## TRY IT:
Every line from the start of the records below to the line containing "position:absolute; left:12px; top:12px;" should be retyped exactly, that line included, and no others.

Stored dataset items
+ + +

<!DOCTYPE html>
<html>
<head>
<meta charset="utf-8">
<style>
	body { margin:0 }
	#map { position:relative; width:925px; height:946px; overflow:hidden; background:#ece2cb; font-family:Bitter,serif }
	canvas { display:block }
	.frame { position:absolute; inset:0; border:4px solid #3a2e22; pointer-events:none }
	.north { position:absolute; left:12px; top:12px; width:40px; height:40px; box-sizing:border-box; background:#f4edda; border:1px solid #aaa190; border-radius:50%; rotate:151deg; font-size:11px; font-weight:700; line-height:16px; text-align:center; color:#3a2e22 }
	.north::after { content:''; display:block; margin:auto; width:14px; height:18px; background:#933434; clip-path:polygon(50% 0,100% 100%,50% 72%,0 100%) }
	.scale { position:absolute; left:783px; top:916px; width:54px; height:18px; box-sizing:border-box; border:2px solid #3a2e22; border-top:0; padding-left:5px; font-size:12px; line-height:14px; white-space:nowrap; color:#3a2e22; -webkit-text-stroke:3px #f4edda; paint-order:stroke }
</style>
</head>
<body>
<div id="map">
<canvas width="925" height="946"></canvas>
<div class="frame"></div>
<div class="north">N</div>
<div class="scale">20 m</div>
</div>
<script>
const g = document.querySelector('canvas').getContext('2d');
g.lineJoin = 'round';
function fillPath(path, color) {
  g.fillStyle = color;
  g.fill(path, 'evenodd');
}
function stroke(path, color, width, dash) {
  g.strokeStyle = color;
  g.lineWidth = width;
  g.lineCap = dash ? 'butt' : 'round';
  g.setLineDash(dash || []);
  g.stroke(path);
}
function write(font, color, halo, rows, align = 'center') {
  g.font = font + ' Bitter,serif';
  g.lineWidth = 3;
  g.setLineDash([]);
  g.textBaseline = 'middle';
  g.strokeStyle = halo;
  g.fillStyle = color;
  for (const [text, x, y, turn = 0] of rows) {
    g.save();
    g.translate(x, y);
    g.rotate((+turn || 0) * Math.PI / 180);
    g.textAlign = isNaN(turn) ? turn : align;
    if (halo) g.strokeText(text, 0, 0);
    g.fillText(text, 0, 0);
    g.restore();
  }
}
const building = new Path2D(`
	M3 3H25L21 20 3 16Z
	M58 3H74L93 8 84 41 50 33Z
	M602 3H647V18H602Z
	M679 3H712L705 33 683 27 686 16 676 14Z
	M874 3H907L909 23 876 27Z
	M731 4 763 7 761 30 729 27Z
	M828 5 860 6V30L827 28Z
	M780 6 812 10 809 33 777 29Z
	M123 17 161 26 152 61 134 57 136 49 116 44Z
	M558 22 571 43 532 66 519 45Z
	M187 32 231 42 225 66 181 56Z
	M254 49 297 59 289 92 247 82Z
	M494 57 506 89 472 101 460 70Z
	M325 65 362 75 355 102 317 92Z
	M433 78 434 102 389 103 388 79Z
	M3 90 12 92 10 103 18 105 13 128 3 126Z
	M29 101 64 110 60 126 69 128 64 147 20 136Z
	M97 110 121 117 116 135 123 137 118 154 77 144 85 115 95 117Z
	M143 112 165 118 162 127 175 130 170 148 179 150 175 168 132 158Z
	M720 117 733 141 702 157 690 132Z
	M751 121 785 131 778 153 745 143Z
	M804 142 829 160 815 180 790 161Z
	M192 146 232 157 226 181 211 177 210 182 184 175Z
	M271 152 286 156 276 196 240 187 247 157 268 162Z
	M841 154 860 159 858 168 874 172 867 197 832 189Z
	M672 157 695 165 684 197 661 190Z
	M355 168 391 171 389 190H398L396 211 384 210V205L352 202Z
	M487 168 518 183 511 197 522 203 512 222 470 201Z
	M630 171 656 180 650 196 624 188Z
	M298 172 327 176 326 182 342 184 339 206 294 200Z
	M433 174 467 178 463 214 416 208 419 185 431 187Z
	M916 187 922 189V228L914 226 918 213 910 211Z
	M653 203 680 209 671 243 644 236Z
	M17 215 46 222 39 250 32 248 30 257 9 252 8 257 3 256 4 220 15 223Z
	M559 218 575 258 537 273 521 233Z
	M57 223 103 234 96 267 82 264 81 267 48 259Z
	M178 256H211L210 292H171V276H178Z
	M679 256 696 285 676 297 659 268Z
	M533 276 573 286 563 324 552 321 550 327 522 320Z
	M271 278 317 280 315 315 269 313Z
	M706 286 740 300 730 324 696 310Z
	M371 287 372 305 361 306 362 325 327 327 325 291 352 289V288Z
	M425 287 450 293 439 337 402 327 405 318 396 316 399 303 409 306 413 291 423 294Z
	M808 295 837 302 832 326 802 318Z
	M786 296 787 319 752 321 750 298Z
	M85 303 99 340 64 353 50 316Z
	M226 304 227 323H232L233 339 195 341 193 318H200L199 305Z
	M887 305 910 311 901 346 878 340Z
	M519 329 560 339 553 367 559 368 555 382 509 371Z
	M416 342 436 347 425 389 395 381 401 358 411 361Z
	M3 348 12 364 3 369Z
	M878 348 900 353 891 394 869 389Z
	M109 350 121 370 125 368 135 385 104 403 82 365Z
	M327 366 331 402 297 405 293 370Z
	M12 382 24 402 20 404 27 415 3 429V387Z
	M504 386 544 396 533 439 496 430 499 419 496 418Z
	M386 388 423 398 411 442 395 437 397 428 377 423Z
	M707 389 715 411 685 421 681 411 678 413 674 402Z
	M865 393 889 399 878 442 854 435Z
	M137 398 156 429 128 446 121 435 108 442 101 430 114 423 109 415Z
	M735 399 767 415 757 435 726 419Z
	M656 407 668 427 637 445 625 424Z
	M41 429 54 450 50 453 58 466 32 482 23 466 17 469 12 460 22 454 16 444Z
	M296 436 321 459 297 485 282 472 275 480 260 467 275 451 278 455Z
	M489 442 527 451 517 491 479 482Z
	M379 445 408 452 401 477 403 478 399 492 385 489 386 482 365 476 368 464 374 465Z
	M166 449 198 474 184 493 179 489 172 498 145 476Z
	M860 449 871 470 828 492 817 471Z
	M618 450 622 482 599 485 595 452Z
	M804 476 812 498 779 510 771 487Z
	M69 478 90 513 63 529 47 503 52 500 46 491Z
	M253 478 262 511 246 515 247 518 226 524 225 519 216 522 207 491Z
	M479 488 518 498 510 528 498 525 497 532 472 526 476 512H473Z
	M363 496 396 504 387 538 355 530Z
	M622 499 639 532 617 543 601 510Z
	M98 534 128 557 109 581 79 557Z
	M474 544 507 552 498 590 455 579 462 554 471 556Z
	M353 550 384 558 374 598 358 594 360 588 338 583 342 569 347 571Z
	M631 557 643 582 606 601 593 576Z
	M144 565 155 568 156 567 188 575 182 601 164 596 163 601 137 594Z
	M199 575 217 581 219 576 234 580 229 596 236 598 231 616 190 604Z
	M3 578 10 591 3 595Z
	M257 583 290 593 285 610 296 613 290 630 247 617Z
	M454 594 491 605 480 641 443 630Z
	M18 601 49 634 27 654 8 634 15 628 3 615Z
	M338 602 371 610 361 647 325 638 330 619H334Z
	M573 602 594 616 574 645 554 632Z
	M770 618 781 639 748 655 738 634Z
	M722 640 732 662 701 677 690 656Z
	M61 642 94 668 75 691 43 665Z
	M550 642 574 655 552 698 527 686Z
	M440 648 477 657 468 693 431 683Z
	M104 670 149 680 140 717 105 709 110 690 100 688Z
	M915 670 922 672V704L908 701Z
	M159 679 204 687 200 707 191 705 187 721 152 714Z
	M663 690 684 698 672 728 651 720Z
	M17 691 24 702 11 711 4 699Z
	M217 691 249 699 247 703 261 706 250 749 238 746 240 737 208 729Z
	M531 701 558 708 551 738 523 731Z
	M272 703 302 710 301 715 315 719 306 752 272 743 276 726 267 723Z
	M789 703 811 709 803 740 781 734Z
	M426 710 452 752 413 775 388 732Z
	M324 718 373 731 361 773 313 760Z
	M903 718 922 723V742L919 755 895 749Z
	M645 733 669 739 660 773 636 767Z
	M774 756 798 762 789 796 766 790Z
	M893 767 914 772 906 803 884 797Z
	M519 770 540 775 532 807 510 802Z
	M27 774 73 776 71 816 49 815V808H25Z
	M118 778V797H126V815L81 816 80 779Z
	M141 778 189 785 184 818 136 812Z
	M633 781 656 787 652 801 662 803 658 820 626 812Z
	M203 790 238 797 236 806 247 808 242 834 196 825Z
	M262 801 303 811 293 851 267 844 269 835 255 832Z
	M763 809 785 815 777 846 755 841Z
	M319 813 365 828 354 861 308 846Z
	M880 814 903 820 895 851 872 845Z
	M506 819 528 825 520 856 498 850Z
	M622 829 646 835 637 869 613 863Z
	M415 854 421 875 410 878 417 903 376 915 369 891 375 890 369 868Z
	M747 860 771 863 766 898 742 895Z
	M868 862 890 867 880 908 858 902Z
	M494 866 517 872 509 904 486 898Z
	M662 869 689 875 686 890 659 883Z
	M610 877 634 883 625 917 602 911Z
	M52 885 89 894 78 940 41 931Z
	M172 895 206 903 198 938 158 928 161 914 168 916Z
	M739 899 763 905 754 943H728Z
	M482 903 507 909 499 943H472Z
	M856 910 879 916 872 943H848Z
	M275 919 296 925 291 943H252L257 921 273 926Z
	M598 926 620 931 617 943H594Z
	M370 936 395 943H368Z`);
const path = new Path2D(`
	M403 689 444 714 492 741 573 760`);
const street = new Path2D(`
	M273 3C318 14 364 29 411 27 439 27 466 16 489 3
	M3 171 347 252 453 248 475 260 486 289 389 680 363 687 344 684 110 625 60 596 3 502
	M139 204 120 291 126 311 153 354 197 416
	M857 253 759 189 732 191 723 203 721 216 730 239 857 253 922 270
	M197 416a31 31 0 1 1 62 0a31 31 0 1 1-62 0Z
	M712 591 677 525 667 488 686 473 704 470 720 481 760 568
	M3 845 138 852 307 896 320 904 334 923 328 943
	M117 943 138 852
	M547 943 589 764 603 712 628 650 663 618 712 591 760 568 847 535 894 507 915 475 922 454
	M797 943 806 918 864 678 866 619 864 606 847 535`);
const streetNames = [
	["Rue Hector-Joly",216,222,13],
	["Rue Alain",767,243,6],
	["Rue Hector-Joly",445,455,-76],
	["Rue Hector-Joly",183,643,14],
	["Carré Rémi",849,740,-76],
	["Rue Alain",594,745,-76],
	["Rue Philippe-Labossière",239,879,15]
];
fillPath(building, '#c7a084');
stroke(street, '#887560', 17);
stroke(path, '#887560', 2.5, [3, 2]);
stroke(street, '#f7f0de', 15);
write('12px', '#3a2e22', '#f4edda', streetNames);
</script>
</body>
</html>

+ + +

## RESULT OF THIS EXERCISE:
<!DOCTYPE html>
<html>
<head>
<meta charset="utf-8">
<style>
	body { margin:0 }
	#map { position:relative; width:925px; height:946px; overflow:hidden; background:#ece2cb; font-family:Bitter,serif }
	canvas { display:block }
	.frame { position:absolute; inset:0; border:4px solid #3a2e22; pointer-events:none }
	.north { position:absolute; left:12px; top:12px; width:40px; height:40px; box-sizing:border-box; background:#f4edda; border:1px solid #aaa190; border-radius:50%; rotate:151deg; font-size:11px; font-weight:700; line-height:16px; text-align:center; color:#3a2e22 }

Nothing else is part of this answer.